研究課題
基盤研究(C)
歯周病性歯槽骨破壊の要因は、炎症サイトカインによる骨芽細胞におけるRANKLの発現誘導と考えられている。一方、骨芽細胞は破骨細胞分化の抑制因子OPGを分泌する。本研究では、炎症局所に集積する好中球および好中球が放出する主要なプロテアーゼであるエラスターゼがOPGのC末death domainを加水分解すること、好中球および好中球エラスターゼは、骨芽細胞・骨髄細胞共存培養系における破骨細胞分化を促進すること、α1アンチトリプシンは好中球によるOPG分解を阻害することを見出した。以上から、歯周病性歯槽骨破壊に好中球エラスターゼが関与する可能性が示唆された。

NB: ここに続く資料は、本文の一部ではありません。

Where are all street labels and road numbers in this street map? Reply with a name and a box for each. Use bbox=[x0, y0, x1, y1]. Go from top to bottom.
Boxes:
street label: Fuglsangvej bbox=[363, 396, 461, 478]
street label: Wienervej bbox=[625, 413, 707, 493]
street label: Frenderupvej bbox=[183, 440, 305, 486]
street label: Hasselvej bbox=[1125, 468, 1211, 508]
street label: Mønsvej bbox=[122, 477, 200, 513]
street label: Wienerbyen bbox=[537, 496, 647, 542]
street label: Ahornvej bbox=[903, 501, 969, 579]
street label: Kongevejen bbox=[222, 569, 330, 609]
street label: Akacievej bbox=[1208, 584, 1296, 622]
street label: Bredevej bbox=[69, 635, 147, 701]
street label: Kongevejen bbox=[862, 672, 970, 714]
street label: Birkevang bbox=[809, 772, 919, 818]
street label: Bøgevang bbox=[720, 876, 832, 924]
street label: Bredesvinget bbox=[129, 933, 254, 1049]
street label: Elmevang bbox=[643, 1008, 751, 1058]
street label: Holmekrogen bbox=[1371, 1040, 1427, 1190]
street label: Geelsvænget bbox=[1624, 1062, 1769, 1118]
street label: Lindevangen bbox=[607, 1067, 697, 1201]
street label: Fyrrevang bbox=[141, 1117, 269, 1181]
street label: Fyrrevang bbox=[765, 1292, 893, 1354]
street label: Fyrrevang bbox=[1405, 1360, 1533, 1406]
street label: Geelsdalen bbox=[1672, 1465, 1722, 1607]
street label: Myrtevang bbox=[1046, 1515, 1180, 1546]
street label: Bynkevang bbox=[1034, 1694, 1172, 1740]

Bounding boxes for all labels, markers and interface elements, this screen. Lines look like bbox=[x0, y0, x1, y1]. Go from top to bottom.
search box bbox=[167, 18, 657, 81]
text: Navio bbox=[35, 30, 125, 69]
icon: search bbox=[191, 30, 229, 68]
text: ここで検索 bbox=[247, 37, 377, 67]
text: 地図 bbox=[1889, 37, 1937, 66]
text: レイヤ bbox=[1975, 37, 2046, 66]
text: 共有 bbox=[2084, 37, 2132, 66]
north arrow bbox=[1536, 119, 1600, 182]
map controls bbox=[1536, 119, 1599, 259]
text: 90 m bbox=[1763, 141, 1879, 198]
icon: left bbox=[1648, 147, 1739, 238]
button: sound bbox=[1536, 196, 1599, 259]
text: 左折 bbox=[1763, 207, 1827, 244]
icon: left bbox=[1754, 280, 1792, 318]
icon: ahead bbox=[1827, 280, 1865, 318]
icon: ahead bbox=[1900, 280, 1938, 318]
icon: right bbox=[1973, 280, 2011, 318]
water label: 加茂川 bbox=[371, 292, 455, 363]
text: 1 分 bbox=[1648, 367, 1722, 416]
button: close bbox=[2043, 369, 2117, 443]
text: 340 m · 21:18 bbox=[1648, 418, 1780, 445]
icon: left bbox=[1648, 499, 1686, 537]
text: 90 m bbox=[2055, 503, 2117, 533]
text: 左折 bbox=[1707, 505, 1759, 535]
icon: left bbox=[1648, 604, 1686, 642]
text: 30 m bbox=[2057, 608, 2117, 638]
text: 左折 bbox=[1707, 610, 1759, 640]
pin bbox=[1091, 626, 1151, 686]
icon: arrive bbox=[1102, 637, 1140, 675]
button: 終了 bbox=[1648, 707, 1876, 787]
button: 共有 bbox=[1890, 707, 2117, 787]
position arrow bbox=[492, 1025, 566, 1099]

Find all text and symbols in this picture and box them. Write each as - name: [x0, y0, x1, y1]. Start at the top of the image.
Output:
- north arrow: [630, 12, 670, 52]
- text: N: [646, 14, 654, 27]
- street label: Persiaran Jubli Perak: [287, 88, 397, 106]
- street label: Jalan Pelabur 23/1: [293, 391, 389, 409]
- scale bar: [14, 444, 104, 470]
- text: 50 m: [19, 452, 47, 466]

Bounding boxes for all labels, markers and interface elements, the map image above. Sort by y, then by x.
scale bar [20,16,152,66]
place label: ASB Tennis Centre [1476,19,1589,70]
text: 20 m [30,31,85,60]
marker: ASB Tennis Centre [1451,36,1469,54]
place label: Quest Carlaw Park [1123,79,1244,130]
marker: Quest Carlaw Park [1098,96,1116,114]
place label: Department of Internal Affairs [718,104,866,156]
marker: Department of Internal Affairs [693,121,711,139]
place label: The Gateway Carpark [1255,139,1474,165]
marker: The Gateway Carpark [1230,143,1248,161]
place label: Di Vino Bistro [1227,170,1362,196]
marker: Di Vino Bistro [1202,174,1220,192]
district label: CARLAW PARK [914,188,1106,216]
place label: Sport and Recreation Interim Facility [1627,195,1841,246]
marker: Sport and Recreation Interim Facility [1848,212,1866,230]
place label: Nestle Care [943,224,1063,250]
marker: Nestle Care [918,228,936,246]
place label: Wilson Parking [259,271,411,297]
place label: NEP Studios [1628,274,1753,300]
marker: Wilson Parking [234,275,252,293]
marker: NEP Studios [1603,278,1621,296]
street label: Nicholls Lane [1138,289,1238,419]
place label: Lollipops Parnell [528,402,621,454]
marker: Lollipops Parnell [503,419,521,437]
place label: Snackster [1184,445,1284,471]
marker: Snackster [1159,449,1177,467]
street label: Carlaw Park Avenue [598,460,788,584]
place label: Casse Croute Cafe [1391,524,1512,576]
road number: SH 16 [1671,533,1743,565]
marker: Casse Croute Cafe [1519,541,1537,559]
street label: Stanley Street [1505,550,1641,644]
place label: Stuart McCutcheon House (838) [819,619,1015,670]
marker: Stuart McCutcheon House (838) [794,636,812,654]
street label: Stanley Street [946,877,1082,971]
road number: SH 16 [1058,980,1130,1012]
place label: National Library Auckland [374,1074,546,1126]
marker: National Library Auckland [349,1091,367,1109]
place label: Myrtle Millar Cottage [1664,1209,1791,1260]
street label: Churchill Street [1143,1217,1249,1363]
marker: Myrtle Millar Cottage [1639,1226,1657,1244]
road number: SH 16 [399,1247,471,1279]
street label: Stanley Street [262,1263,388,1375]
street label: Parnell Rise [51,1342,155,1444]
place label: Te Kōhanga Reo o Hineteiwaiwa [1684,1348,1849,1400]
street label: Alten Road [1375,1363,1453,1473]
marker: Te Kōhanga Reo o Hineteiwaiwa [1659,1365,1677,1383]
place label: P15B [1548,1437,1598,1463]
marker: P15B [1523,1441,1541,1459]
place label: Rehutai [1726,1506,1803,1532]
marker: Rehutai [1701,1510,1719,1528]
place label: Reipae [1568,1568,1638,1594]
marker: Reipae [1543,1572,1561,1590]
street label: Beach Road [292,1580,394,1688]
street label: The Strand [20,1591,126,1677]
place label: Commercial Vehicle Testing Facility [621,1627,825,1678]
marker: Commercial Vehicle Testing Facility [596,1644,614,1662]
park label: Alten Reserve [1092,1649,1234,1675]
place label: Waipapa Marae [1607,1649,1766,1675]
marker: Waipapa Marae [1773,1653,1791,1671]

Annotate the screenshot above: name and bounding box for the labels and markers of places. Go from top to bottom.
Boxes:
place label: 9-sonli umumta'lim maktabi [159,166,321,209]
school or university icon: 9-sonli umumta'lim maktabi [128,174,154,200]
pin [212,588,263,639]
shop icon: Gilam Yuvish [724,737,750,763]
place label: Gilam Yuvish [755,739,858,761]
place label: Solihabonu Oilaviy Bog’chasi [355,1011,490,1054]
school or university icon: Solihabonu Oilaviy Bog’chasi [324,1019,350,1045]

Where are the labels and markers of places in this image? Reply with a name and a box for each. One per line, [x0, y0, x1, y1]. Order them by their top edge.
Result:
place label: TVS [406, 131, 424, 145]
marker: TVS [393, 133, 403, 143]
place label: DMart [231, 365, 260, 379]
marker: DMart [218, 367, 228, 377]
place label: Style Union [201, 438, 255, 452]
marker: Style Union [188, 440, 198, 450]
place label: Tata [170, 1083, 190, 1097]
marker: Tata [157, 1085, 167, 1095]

歯周病性骨破壊を含め骨吸収を担う破骨細胞分化は、RANKL/OPGの発現比の変化によって制御されると考えられている。一方、我々は世界で初めて、細菌性プロテアーゼによるOPGの分解によるRANKL/OPG比の上昇が破骨細胞分化の調節に重要な役割を持つことを提唱した。本研究は、この概念を発展させるもので、我々自身の持つプロテアーゼが破骨細胞分化調節において同様の役割を持つことを明らかにしたものである。この成果は、歯周病性骨破壊にとどまらず、骨粗鬆症や関節リウマチなど全身性の骨疾患の病態形成の理解に大きく寄与する可能性を持つものであり、それらの疾患の治療法の開発にも重要な示唆を与えるものである。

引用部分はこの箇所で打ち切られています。